ROSETO. Mancanza di regole, poche prospettive di lavoro, scarso dialogo con i genitori. Sono i principali problemi dei giovani di oggi, emersi lunedì in un convegno al Palazzo del mare su “I giovani...
ROSETO. Mancanza di regole, poche prospettive di lavoro, scarso dialogo con i genitori. Sono i principali problemi dei giovani di oggi, emersi lunedì in un convegno al Palazzo del mare su “I giovani rosetani e le loro difficoltà”. Le soluzioni proposte? Uno spazio ricreativo e, soprattutto, incontrare le famiglie e parlare. Filippo Ruggieri, 22 anni, con la sua lettera di qualche settimana fa sul caso della ragazza finita in coma etilico ha smosso le coscienze e, insieme al professor William Di Marco, è riuscito a organizzare l’incontro per parlare del disagio sociale dei giovani e cercare di creare un percorso.
Nella sala molti ragazzi ma pochi genitori. Tra gli argomenti emersi nella discussione l'incomprensione tra questa generazione e la precedente: genitori che lasciano correre, non ascoltano i figli, che spesso danno la colpa alle cattive amicizie non assumendosi le proprie responsabilità. Da qui la distanza, il mancato dialogo, che porta un adolescente a rifugiarsi nell'alcol e nella droga. I problemi principali, però, non sono solo questi: tutto parte dal disagio, mancanza di ideali, poche passioni. «I problemi dei giovani di oggi sono gli stessi che avevamo noi 20 anni fa», dice Fabio Sforza, «quando rientravo a casa e avevo fatto qualcosa di sbagliato, mio padre mi rimproverava facendomi capire che non dovevo farlo più.
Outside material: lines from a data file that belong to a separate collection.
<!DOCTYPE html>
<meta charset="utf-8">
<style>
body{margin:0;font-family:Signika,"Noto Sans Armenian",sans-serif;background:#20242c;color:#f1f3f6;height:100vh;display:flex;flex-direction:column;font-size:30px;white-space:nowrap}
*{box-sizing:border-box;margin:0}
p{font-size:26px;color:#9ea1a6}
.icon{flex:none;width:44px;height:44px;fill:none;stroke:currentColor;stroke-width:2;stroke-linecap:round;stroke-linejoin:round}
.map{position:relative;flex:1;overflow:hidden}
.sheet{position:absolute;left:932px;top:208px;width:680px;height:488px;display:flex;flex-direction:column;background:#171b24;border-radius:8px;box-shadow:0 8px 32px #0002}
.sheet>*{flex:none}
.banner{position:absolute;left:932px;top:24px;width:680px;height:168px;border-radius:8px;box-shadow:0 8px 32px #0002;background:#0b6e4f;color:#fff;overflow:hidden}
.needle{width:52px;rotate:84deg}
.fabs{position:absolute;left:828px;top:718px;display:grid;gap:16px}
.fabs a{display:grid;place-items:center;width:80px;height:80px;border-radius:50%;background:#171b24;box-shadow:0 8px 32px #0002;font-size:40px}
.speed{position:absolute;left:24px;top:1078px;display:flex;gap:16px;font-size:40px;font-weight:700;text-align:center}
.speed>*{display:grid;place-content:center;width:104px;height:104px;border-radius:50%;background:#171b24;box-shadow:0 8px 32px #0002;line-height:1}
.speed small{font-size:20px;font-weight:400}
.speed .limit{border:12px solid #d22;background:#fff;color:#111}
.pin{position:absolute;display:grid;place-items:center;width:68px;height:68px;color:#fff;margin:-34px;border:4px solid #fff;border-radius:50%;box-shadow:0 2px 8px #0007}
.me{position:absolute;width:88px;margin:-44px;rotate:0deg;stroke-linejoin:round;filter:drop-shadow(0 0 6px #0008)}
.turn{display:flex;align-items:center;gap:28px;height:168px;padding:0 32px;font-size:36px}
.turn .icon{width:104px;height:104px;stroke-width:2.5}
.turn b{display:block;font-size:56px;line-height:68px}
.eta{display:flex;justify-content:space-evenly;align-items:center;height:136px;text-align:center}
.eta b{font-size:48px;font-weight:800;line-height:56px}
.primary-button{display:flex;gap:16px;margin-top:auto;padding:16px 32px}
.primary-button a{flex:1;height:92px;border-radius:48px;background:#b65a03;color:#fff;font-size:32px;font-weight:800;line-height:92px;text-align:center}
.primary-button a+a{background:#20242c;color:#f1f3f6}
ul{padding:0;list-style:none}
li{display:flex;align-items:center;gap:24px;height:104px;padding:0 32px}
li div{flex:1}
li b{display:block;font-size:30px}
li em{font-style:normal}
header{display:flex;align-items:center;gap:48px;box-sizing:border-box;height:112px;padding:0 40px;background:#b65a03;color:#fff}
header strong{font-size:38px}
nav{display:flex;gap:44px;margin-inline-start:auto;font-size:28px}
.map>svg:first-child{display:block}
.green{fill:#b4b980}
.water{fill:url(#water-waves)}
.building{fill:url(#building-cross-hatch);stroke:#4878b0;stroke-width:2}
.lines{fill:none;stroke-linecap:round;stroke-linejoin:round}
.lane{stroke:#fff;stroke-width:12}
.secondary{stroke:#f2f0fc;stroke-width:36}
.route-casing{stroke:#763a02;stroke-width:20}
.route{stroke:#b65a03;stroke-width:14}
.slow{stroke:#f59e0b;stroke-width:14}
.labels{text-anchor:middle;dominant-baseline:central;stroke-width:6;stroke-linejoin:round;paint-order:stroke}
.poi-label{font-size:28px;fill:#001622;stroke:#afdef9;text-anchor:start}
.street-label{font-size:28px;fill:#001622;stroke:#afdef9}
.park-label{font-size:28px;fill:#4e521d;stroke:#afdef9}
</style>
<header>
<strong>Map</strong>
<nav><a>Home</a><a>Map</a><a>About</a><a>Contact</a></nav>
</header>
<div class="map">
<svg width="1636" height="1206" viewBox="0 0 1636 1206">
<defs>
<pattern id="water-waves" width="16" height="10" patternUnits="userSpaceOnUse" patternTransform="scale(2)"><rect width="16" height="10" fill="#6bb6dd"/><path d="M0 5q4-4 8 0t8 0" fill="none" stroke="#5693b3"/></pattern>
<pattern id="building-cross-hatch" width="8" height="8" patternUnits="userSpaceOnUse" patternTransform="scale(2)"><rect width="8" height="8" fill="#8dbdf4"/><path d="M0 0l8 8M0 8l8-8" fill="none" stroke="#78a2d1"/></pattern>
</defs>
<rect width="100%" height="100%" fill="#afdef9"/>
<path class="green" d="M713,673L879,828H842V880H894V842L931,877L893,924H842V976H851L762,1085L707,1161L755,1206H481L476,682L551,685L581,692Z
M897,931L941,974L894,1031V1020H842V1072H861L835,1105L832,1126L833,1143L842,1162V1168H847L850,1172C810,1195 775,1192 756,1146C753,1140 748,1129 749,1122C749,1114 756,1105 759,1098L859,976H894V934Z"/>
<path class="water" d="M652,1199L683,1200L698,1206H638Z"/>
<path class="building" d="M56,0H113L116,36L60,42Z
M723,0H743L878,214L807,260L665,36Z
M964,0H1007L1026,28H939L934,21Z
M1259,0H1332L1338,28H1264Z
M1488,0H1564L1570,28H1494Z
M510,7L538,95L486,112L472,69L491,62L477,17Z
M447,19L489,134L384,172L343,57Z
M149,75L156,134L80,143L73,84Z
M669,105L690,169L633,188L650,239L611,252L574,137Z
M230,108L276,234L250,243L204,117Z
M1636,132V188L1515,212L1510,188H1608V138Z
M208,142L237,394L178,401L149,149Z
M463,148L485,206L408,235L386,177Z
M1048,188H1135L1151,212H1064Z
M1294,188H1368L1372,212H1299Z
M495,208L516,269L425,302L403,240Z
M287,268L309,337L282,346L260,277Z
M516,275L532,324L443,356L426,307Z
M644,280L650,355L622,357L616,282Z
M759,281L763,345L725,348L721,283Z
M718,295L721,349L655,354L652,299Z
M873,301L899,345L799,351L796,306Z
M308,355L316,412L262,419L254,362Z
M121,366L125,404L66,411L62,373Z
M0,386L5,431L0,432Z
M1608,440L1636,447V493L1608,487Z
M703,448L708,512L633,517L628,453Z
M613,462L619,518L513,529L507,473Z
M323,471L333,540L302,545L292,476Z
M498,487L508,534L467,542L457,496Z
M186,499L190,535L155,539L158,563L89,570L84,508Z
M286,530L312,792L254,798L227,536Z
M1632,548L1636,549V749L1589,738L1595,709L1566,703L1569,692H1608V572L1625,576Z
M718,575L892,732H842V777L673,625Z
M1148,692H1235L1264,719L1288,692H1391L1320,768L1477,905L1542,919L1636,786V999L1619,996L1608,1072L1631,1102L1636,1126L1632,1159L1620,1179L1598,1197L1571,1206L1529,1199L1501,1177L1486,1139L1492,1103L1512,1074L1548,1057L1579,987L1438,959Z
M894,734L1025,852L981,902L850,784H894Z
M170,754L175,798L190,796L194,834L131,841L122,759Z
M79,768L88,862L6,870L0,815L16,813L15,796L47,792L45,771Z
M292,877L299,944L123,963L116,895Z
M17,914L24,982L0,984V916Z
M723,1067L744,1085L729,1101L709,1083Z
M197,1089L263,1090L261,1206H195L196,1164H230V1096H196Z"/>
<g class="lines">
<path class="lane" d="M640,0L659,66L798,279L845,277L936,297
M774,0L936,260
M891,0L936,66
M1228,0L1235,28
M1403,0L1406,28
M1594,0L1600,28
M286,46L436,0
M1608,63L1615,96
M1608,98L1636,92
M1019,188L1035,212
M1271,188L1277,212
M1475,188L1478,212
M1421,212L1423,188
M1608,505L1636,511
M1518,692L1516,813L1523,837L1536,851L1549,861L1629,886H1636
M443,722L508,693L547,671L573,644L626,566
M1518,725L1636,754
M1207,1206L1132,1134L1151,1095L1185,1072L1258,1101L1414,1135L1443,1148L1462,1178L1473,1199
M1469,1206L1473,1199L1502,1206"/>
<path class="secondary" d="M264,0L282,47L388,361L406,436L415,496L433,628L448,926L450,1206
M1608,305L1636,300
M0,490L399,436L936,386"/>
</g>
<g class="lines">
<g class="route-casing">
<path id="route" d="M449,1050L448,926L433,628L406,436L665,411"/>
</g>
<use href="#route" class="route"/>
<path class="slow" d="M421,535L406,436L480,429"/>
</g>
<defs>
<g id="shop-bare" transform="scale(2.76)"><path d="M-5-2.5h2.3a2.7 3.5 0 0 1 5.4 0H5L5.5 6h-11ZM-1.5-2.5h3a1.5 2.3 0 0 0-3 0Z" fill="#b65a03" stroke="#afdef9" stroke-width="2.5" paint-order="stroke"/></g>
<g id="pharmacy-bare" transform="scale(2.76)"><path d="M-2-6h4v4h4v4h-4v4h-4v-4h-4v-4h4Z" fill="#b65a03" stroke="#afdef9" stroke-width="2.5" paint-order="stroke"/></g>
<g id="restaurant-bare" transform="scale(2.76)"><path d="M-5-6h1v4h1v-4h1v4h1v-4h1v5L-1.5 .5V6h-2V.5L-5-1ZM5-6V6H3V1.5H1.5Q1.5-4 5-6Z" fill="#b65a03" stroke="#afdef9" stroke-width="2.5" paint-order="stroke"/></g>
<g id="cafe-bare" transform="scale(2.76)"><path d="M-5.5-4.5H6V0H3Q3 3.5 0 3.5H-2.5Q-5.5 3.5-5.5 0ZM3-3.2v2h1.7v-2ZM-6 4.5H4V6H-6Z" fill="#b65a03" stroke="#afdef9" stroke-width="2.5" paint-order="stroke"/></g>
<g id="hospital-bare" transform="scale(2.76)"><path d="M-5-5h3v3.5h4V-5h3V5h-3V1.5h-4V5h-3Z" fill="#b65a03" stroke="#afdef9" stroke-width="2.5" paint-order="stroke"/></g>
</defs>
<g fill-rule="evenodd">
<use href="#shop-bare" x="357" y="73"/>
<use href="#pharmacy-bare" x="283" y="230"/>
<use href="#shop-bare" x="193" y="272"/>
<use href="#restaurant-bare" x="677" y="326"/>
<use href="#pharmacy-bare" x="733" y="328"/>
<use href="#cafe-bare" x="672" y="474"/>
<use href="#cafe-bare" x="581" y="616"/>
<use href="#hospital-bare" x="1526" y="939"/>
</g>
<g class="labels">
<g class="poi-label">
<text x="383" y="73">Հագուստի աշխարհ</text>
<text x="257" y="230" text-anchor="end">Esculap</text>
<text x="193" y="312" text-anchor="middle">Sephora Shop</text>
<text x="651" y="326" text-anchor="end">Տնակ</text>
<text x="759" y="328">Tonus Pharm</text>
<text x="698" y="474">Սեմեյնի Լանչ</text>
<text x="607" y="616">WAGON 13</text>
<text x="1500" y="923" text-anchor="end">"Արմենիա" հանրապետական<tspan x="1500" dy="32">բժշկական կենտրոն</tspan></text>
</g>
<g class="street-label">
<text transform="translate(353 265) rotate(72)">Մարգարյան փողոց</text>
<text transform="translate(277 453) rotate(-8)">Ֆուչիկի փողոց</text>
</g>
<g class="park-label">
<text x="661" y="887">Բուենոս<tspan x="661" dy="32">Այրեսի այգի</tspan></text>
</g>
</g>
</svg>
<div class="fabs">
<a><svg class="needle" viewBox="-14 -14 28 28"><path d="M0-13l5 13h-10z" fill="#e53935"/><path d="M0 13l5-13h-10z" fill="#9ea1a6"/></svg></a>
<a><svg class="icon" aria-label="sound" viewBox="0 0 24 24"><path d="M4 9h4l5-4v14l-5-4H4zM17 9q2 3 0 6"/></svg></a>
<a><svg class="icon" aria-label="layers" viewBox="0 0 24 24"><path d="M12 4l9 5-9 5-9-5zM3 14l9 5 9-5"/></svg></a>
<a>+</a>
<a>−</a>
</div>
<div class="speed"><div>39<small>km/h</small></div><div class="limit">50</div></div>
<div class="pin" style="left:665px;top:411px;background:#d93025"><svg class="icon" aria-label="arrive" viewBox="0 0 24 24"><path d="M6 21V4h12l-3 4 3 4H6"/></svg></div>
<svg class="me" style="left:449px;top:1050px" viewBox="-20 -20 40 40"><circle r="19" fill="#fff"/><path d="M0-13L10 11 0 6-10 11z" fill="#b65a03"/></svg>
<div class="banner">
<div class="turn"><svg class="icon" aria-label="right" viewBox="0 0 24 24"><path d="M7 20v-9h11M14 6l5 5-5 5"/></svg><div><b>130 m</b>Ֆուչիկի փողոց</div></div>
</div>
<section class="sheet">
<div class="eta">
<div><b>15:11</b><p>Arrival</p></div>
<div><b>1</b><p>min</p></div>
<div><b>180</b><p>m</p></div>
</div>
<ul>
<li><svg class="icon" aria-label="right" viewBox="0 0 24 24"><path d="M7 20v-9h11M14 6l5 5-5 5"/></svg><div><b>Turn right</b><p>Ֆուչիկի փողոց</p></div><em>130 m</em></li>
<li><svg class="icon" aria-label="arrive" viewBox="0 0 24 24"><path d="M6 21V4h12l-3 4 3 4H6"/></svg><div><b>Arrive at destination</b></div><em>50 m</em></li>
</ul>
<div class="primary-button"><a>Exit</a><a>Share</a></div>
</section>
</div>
Un'altra cosa che manca oggi nelle scuole è l'educazione civica, una materia fondamentale». Diverse realtà che, con le loro urgenze, comunicano tra loro. I tempi sono cambiati, il futuro è sempre più incerto per la mancanza di prospettive lavorative, che porta molti ragazzi ad andare all'estero, nella speranza di trovare la propria strada. «La politica deve interrogarsi su questo», dice Ruggieri, «e proporre soluzioni concrete. Viviamo in una società che ostenta tutto, dove il denaro la fa da padrone, dove regna l'apparenza».
L'obiettivo è continuare a discutere di questi problemi, organizzando altri incontri per sensibilizzare la cittadinanza e, soprattutto, i genitori. (l.v.)